### [Task instructions]
Determine the number of lines in the data below that hold "none"; give nothing but that number.

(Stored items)
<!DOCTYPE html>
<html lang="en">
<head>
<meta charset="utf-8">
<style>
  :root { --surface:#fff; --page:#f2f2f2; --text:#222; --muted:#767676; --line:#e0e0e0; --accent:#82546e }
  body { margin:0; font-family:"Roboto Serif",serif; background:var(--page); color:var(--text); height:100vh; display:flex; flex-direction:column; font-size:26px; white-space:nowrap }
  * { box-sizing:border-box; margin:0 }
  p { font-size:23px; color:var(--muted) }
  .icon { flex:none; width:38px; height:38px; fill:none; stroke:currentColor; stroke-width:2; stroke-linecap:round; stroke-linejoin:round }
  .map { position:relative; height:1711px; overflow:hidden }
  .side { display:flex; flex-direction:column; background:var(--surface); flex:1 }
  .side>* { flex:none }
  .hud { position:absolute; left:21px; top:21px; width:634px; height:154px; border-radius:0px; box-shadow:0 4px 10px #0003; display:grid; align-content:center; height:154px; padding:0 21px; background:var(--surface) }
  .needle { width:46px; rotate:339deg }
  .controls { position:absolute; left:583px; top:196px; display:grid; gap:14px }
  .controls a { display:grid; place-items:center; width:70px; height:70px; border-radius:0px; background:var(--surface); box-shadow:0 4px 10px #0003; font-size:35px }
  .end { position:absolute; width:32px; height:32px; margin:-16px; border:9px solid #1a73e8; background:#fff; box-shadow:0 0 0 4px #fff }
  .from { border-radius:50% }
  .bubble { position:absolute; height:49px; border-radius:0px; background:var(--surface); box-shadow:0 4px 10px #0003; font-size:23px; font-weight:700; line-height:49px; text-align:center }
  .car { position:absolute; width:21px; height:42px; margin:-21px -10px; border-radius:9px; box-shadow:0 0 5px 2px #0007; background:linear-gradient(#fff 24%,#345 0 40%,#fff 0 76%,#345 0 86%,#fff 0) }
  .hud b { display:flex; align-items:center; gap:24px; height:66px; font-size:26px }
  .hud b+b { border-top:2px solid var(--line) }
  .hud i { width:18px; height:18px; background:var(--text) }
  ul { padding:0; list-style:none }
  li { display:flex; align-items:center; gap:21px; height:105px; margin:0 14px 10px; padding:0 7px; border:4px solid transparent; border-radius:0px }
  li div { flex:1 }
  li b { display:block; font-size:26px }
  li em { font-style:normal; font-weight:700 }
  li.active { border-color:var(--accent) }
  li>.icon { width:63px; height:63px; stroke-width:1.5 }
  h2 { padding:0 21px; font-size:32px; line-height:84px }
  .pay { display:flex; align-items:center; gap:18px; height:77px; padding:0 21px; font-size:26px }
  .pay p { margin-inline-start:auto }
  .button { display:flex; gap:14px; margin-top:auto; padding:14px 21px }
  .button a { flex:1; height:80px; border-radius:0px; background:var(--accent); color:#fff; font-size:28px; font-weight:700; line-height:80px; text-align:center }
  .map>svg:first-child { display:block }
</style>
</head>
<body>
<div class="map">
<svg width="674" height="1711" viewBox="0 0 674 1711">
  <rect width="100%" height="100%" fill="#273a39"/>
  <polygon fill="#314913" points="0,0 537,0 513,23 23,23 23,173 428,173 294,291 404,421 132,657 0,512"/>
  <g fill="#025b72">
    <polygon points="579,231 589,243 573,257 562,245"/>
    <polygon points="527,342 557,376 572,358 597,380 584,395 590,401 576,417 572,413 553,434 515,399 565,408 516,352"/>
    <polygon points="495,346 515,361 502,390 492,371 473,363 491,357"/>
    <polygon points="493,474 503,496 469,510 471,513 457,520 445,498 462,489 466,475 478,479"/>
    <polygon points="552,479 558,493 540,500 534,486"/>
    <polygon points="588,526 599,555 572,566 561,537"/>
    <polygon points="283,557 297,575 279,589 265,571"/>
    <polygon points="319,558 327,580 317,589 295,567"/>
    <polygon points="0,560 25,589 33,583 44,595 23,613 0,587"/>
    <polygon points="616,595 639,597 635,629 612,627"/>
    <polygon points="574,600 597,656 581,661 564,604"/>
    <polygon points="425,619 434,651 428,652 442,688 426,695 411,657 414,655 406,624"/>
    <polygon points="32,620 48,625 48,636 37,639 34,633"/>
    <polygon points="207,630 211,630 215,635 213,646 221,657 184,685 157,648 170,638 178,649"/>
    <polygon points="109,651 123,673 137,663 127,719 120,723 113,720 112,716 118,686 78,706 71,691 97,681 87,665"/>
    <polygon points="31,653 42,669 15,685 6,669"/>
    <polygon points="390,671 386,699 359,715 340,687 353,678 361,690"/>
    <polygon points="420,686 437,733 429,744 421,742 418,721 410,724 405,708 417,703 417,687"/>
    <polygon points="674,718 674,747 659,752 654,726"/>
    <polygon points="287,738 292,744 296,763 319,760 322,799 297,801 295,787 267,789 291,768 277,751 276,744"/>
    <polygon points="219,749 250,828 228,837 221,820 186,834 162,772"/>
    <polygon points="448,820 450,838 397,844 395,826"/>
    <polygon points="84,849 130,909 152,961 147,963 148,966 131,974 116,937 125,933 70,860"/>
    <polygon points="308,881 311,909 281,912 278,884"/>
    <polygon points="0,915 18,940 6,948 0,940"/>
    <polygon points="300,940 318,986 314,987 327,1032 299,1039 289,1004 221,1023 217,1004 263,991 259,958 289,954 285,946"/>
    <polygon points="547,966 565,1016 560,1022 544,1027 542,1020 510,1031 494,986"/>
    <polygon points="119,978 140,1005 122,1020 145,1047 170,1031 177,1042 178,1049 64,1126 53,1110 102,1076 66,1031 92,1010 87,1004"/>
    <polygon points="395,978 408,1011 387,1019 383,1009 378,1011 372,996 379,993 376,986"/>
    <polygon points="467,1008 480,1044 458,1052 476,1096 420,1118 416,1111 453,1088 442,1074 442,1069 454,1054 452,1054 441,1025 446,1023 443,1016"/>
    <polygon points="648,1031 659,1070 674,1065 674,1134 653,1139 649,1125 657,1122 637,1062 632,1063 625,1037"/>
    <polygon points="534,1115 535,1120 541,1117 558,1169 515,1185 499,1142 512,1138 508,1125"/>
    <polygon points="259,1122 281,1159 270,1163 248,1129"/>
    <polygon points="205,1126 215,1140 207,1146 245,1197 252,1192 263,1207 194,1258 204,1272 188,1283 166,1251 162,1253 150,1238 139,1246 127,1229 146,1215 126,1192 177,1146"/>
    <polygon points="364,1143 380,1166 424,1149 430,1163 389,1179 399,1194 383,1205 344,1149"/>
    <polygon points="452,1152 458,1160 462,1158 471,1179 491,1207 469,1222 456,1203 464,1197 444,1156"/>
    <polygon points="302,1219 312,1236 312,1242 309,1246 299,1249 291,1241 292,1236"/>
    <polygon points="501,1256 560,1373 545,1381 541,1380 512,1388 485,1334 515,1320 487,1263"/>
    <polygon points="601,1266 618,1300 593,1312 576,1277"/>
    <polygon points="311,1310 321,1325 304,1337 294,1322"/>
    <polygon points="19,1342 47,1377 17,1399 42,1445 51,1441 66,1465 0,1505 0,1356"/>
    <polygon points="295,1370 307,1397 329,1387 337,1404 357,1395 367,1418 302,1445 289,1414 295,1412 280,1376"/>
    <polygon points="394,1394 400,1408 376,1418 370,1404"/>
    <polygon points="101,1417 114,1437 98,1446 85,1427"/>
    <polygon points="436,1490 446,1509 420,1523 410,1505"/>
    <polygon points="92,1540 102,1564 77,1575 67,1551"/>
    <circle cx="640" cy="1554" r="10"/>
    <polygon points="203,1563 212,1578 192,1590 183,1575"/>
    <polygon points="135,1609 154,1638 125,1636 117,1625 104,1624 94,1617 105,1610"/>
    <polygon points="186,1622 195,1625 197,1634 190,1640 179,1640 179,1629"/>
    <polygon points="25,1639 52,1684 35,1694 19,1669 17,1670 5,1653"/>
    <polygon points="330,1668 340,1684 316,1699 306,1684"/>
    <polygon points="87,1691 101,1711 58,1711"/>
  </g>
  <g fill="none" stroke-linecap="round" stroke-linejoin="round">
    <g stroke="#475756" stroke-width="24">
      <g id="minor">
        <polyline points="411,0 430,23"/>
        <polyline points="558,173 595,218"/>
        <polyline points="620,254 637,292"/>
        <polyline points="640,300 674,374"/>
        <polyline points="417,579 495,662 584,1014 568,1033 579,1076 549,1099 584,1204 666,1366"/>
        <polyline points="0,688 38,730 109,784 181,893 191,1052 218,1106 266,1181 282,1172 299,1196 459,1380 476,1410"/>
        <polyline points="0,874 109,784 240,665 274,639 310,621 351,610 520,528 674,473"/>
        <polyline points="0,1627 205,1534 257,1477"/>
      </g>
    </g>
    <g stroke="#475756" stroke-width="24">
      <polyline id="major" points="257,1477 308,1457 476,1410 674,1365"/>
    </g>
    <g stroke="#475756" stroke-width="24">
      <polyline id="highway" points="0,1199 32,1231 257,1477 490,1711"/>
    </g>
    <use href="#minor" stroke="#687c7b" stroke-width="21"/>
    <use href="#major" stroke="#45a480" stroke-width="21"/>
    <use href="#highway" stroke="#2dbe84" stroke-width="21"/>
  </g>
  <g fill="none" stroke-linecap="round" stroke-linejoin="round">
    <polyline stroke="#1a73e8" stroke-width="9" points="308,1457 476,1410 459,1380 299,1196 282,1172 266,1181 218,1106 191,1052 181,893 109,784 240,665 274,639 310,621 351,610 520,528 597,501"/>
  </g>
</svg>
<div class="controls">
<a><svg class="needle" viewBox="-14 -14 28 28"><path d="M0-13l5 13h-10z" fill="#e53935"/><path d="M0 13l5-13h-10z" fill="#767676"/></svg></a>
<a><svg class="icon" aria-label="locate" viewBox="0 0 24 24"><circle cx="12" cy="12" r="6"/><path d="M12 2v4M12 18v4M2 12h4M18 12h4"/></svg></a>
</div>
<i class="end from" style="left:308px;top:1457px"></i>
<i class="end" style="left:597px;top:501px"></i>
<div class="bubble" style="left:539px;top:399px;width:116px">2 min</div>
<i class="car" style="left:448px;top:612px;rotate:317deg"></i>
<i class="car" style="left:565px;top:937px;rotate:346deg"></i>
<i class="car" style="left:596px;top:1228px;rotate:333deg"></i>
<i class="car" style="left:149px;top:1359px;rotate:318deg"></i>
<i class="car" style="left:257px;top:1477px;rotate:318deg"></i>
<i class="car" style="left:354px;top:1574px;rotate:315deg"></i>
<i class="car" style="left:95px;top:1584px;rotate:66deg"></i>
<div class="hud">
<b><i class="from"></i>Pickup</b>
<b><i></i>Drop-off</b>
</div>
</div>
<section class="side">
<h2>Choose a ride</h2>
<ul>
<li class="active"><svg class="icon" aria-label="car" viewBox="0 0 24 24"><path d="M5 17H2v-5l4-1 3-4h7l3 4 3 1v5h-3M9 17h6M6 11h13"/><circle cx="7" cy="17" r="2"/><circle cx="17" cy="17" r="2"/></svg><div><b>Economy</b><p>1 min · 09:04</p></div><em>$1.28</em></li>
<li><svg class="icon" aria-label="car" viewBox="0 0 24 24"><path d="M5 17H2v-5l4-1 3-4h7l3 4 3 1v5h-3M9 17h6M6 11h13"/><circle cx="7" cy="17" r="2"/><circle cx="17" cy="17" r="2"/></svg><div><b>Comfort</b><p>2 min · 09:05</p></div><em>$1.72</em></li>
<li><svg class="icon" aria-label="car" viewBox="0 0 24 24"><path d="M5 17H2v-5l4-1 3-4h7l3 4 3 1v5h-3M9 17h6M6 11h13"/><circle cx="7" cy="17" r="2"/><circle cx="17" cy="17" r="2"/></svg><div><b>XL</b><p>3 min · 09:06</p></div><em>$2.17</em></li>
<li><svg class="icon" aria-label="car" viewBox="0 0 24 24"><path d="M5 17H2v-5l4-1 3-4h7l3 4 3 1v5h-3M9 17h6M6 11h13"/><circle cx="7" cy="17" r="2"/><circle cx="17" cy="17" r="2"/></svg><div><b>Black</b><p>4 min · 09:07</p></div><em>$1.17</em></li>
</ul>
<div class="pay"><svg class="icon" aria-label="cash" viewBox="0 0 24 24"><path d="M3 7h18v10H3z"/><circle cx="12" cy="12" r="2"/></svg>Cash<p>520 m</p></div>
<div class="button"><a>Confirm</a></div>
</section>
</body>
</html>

### [Exercise response]
5